Les éditions Le mot et le reste rééditent un classique pour qui s’intéresse au mouvement ouvrier. Un classique, souvent cité, toujours dans les bibliographies, mais rarement lu, faute de rééditions. Dans sa préface militante, Charles Jacquier souligne ce paradoxe d’un ouvrage de référence dont l’édition présente n’est que la quatrième, la première datant de 1953.
L’ouvrage vaut d’abord pour son auteur, Maurice Dommanget. Instituteur, militant syndicaliste, communiste devenu rapidement dissident, il embrasse l’histoire du premier mai de ses origines à 1951, livrant là, par la richesse des extraits et des documents présentés, une fine chronologie. M. Dommanget conçoit son objet d’un point de vue internationaliste. L’essentiel réside alors dans son abord du 1er mai. Succédant à Amédée Dunois qu’il connut, Maurice Dommanget s’empare du 1er mai armé de sa culture et de ses convictions syndicalistes révolutionnaires. Ses remerciements précisent sa dette à l’égard de Pierre Monatte et Alfred Rosmer ; ses notes se nourrissent de l’ensemble de la littérature grise ouvrière, singulièrement sa presse syndicale. Il faut ainsi appréhender la démonstration de l’auteur au titre de cette culture syndicale. Elle rend compte de sa thèse principale : le 1er mai naît de la revendication des huit heures, il s’institutionnalise ensuite, aux lendemains de la première guerre mondiale. Le 1er mai s’affadit ensuite, jusqu’en 1934 où il retrouve, aux feux d’un antifascisme structurant l’ensemble des relations politiques en Europe, tout son lustre. Pour autant, il a cessé d’être une manifestation ouvrière se muant en kermesse. A l’appui de cette description, Maurice Dommanget cite Georges Dumoulin chroniquant le 1er mai 1937, déplorant une défiguration, une parodie de festivités bourgeoises.... Pour le Temps, c’est la fin d’une mystique. Ces citations importent.
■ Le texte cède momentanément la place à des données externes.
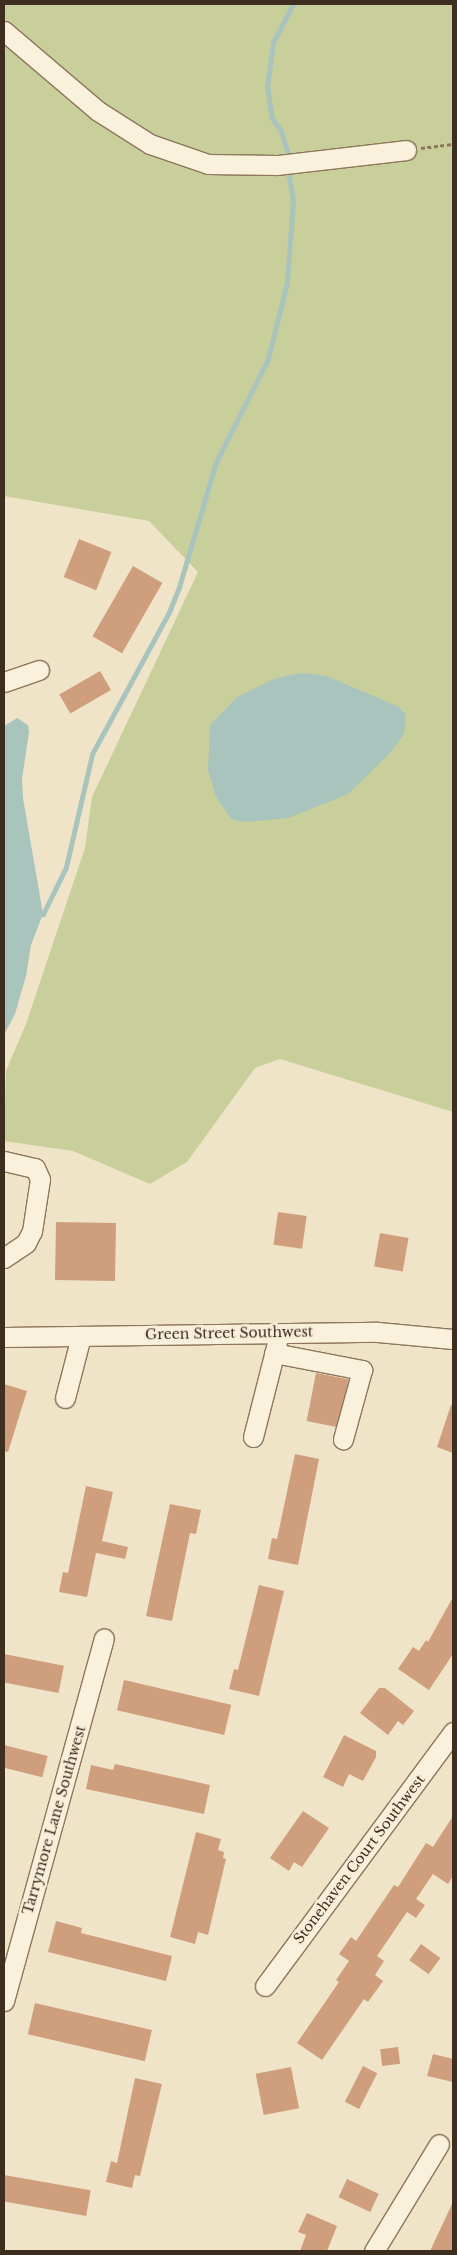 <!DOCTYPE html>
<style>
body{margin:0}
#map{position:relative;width:457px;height:2255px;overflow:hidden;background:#f0e4c8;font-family:"Libre Baskerville",serif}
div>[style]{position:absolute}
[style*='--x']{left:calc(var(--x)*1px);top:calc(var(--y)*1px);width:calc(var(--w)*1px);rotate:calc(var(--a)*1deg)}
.green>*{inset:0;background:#c9cf9b}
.water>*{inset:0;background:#a9c4bc}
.stream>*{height:5px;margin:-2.5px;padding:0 2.5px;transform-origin:2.5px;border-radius:2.5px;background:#a9c4bc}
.building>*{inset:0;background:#cf9f7d;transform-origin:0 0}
.path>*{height:3px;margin-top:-1.5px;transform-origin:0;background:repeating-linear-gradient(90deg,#8d765c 0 4px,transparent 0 6.5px)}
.roads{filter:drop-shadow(1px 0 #8d765c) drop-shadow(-1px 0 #8d765c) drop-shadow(0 1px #8d765c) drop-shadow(0 -1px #8d765c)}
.minor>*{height:19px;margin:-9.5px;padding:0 9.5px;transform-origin:9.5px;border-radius:9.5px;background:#faf1dc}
span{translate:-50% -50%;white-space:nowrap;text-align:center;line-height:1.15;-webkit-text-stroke:5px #f7eed8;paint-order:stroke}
.street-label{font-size:14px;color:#3d2e20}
.frame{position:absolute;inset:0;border:5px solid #3d2e20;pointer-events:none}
</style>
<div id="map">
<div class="green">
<div style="clip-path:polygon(4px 4px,453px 4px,453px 1112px,280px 1059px,255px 1068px,187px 1162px,150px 1184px,73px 1151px,4px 1141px,6px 1071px,26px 1024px,85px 848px,92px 797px,198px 572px,149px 521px,4px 496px)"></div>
</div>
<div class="water">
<div style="clip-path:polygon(302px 673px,327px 676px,399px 707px,406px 715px,404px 734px,391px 752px,348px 794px,288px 818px,245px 822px,231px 819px,216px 797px,208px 770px,210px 725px,237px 697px,276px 678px)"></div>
<div style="clip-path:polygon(17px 718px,28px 725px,29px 732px,22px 779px,23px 798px,43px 914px,31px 945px,26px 976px,15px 1014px,4px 1035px,4px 726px)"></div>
</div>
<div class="stream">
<div style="--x:289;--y:157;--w:27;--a:-107"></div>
<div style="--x:281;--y:131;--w:16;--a:-125"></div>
<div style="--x:272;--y:118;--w:32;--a:-99"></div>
<div style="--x:267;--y:86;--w:44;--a:-82.2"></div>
<div style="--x:273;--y:42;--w:43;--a:-62.2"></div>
<div style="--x:39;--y:913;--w:4;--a:14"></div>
<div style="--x:43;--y:914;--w:52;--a:-63.9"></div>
<div style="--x:66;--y:867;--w:116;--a:-77"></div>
<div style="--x:92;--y:754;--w:162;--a:-61.5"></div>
<div style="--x:169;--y:612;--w:27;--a:-68"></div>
<div style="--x:179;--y:587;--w:130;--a:-73.5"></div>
<div style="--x:216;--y:462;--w:115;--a:-63.2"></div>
<div style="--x:268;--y:359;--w:79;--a:-76.1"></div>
<div style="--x:287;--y:282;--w:81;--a:-85.8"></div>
<div style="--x:293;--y:201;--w:32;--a:-99"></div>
</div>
<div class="building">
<div style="left:79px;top:539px;width:35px;height:41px;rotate:22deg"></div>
<div style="left:133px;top:566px;width:34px;height:81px;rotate:30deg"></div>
<div style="left:100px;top:671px;width:22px;height:47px;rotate:60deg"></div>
<div style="left:278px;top:1212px;width:29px;height:33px;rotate:8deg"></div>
<div style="left:56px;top:1222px;width:60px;height:58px;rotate:1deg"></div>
<div style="left:380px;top:1233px;width:29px;height:34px;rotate:10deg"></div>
<div style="left:316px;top:1373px;width:33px;height:49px;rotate:11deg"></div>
<div style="clip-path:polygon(4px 1384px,27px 1391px,8px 1452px,4px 1451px)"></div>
<div style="clip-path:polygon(451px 1405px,453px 1405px,453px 1453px,437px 1447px)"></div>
<div style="clip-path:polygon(295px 1454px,319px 1459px,298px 1565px,268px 1559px,272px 1538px,277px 1539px)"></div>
<div style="clip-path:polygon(86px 1486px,113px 1492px,102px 1541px,128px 1547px,125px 1559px,96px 1553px,87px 1597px,59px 1592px,63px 1572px,68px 1573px)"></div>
<div style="clip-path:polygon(170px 1504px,201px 1510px,196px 1534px,190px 1533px,172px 1621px,146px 1616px)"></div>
<div style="clip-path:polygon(259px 1585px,284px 1591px,259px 1696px,229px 1689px,234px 1669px,238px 1670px)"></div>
<div style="clip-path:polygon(453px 1597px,453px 1654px,429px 1690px,398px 1669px,413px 1647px,419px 1651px,426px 1640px,428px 1642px)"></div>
<div style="left:4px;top:1654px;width:61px;height:28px;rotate:11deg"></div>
<div style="left:124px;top:1680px;width:110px;height:31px;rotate:13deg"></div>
<div style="clip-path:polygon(379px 1688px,385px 1688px,414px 1711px,403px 1725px,398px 1721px,388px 1735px,360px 1713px)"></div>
<div style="clip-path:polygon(344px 1735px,376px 1751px,376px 1757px,363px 1781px,349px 1774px,343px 1787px,323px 1777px)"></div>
<div style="left:4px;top:1745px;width:45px;height:22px;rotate:14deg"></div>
<div style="clip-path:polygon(115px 1764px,210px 1785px,204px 1814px,86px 1789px,91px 1765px,113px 1770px)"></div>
<div style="clip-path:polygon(303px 1811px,329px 1828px,302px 1867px,294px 1862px,289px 1871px,270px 1858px)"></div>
<div style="clip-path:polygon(453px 1816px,453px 1876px,448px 1884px,433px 1874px,416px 1899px,425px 1905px,416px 1918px,407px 1912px,377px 1956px,384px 1961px,375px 1975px,383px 1981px,368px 2002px,364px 1999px,322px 2060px,297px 2043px,339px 1982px,336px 1980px,349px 1961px,339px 1954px,351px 1937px,356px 1941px,394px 1885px,398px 1887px,426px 1843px,433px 1847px)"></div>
<div style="clip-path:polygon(196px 1832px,221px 1839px,218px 1850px,224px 1852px,223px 1858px,226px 1859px,208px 1935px,198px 1932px,195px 1944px,170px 1937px)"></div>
<div style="clip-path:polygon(56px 1921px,82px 1928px,81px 1933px,172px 1956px,166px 1981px,48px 1952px)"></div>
<div style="left:421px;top:1944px;width:24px;height:20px;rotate:36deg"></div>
<div style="left:35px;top:2003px;width:120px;height:32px;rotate:13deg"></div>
<div style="left:398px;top:2047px;width:17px;height:18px;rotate:83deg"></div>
<div style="clip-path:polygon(433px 2054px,453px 2059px,453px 2082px,427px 2076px)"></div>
<div style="left:363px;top:2066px;width:16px;height:40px;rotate:27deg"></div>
<div style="left:291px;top:2067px;width:42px;height:36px;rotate:79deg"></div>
<div style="clip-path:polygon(135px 2078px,162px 2084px,140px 2176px,135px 2175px,132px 2188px,106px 2182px,111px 2161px,117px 2163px)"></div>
<div style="left:4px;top:2175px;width:88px;height:26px;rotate:10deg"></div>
<div style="left:347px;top:2179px;width:35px;height:20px;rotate:25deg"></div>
<div style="clip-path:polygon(453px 2202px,453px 2251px,430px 2251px)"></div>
<div style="clip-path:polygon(307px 2213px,337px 2226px,327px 2251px,300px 2251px,306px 2235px,298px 2232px)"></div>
</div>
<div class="path">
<div style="--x:421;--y:148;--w:32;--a:-7"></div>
</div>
<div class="roads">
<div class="minor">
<div style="--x:4;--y:31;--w:123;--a:40.4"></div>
<div style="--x:98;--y:111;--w:62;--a:32.4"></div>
<div style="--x:150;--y:144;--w:61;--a:19"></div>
<div style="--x:208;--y:164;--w:69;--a:0.8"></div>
<div style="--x:277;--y:165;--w:130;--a:-6.6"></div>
<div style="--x:4;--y:682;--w:37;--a:-19"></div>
<div style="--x:4;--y:1161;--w:32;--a:13"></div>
<div style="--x:35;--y:1168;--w:12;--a:66"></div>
<div style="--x:40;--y:1179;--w:53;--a:98.7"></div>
<div style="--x:32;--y:1231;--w:13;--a:117"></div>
<div style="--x:26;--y:1243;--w:27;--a:146"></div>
<div style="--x:4;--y:1337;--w:374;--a:-0.8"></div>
<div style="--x:378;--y:1332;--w:75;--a:5.3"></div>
<div style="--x:274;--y:1353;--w:90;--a:10.9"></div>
<div style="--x:362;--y:1370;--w:72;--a:105.4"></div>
<div style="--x:65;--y:1398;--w:64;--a:-75.5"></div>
<div style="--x:253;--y:1437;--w:97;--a:-75.7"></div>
<div style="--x:265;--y:1986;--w:316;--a:-53.5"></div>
<div style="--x:4;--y:2001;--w:376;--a:-74.6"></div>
<div style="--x:374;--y:2251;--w:125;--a:-58.7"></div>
</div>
</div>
<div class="street-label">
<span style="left:229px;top:1333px;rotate:-1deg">Green Street Southwest</span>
<span style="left:54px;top:1820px;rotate:-74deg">Tarrymore Lane Southwest</span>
<span style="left:359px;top:1859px;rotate:-53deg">Stonehaven Court Southwest</span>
</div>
<div class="frame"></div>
</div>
Elles soulignent une écriture documentée et structurée par le syndicalisme révolutionnaire, la grève générale, la défiance envers le politique au nom de l’autonomie syndicale. Tout le sel de la première partie de l’ouvrage (le 1er mai des origines à 1953) tient à cette lecture à la fois internationaliste, syndicale et révolutionnaire de l’histoire du mouvement ouvrier.
La seconde partie de l’ouvrage questionne l’aspect fête du travail du 1er mai. Elle s’adjoint de l’évocation de sa place dans la poésie et la chanson populaire (J.-B. Clément, Clovis Hugues, Charles Gros, Gaston Couté, Marcel Martinet….). On y retrouve la culture syndicaliste révolutionnaire, l’attention prêtée à la culture prolétarienne. Ici, Dommanget paraît proche d’Henry Poulaille et de Nouvel âge littéraire, comme dans sa première partie son travail s’apparentait à celui d’Alfred Rosmer (Le mouvement ouvrier pendant la première guerre mondiale). Le paradoxe de cet ouvrage, qui s’ancre ainsi dans une tradition, tient également à ce qu’il annonce de l’histoire du mouvement ouvrier. Ecrit dans la perspective tracée par Amédée Dunois, il devient un ouvrage d’histoire ouvrant sur la question des mentalités. D’ailleurs, Maurice Dommanget déclare s’efforcer d’écrire cette histoire du 1er mai comme s’il s’agissait d’une personne (p. 24). A la sèche chronologie des faits, il ajoute des considérations de psychologie sociale, une investigation plus poussée sur les racines du 1er mai. Toute proportion gardée, il enrichit son objet des multiples dimensions de l’histoire économique et sociale. En ce sens, et à la date de 1953, l’ouvrage préfigure le renouvellement de l’histoire du mouvement ouvrier par l’IFHS et ses revues (L’Actualité de l’histoire, Le Mouvement social) que Maurice Dommanget fréquenta. S’il est un classique, L’histoire du 1er mai l’est dans toute l’acceptation du terme. Il demeure encore novateur, puisqu’il n’eut pas de postérité hors Danielle Tartakowsky qui circonscrit son enquête à la France, puisqu’il se comprend en miroir de L’histoire du drapeau rouge, bientôt rééditée dans la même collection.
Il est donc plusieurs manières de lire cette Histoire du 1er mai ; toutes établissent la nécessité de se réapproprier l’œuvre de son auteur.